Aggiornamento: 9 mag 2021

Lo straniero di Koltès? È uno di noi

“La notte poco prima delle foreste”. A 30 anni dalla morte del drammaturgo francese



di Pierfrancesco Favino

Marzo 2019


Mi sono imbattuto in La notte poco prima delle foreste di Bernard-Marie Koltès un giorno lontano; mi sono fermato ad ascoltarlo senza poter andar via e da quel momento vive con me e io con lui. Mi appartiene, anche se ancora non so bene il perché. È uno straniero che parla in queste pagine. Non sono io, la sua vita non è la mia eppure mi perdo nelle sue parole e mi ci ritrovo come se lo fosse. Il suo racconto mi porta in strade che non ho camminato, in luoghi che non ho visitato. Come un prestigiatore fa comparire storie di donne, di angeli incontrati per caso, di violenze e di paura, di ciò che non conosciamo. Forse è anche a questo che serve il teatro e mi auguro di riuscire a portarvi dove lui porta me. Penso che l’esclusione raccontata da Koltès approfitti di una condizione particolare, riconoscibile negli esclusi delle banlieu francesi, per farne un simbolo di diversità universale. Certo, riconoscerne un’attualità così viva, personalmente, non conforta.

In realtà il monologo non parla di migranti, ma di estraneità, del sentirsi straniero in un Paese. È un discorso che vale anche per tutti i ragazzi italiani che sono costretti ad andare a lavorare all’estero per trovare opportunità: è importante sentire di appartenere a qualcosa, invece succede a tutti di sentirsi esclusi. È un racconto che parla del lavoro e delle difficoltà che viviamo tutti i giorni; scritto nel 1977, rimane ancora attualissimo.

In realtà, faccio molta fatica a dividermi: questo testo è intimo, così come lo è il cinema che faccio, che si tratti di drammi o commedie, ma contemporaneamente intravedo anche, nella scrittura di questo drammaturgo francese, una leggerezza che fa diventare La notte poco prima delle foreste una sorta di “stand up drama”, in cui leggere anche i miei cambiamenti attraverso il tempo. Non amo l’abitudine a rinchiudere ciò che fa un attore in schemi prefissi e mi spaventa la parola “impegno”, per me la cosa importante è il tipo di energia e non la qualità. Qui si oscilla tra la sensazione di estraneità e il desiderio di condividere. La dinamica di fingere di essere qualcun altro riguarda la nostra professione, e tutta l’umanità, così come la necessità di essere capiti. Lo straniero di Koltès è uno di noi, un espediente narrativo che ci porta altrove, tra donne, angeli, violenza e paura.

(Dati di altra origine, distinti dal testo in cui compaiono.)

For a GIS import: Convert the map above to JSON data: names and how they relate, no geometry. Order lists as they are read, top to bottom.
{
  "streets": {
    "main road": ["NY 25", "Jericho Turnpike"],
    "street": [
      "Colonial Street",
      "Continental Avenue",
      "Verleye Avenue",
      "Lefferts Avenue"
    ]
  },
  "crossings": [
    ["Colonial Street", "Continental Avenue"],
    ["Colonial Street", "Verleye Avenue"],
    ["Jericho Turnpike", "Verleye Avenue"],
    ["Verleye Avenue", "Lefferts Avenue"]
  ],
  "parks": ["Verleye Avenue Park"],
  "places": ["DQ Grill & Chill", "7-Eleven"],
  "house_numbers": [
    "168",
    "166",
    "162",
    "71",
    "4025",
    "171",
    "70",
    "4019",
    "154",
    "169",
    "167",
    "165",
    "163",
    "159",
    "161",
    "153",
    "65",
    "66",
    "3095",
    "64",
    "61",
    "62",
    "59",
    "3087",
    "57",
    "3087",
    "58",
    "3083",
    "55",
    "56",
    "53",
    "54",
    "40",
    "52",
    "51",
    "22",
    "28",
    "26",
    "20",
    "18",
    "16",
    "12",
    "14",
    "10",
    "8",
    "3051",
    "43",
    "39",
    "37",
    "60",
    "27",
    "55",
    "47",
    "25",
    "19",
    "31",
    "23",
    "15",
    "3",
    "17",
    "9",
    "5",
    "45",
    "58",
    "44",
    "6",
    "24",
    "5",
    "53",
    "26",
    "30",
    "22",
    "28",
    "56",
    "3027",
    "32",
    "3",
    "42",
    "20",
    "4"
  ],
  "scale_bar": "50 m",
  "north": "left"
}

Koltès parla anche di amore. Stare con qualcuno e diventare una cosa sola è un bisogno che conosco. Un desiderio che fa parte di me. L’amore di cui parla è pansessuale, riguarda qualsiasi tipo di unione. Due corpi che quando s’incontrano diventano materia, si fondono fino a non sapere dove finisce l’uno e dove comincia l’altro. Io credo che sia così.

Siamo tutti chiusi dentro confini e la nostra giornata spesso è fatta di transenne. Siamo costretti davvero? Non so dove comincia la nostra scelta o se è così senza che abbiamo scelto nulla. Però, contro i confini si può avere più coraggio

Mi dicono che quello di Koltès sia un testo impegnativo e mi viene in mente un maestro. Il grande Orazio Costa ci insegnava la passione, la dedizione e il senso del lavoro. Sono uno che ama fare le cose con una certa precisione. Quando si opera in ambito artistico si pensa che tutto nasca dal cielo, dall’intuizione artistica. Non è così. C’è tanto lavoro, c’è tanta tecnica, un impegno continuo che deve durare tutta la vita.

Detto ciò, credo non si debba limitare la libertà dello spettatore con l’imposizione del mio punto di vista, della mia vanità intellettuale. Lo spettatore non deve andare via pensando che io sia più intelligente di lui o quanto mi sia dovuto preparare. Occorre essere comunicativi al massimo delle nostre potenzialità, ma lasciare al pubblico la sua visione personale.

Questo spettacolo e il recente premio “Le Maschere d’Oro” ricevuto a Napoli sono dedicati a Melina Balsamo, senza cui tutto questo non sarebbe stato possibile.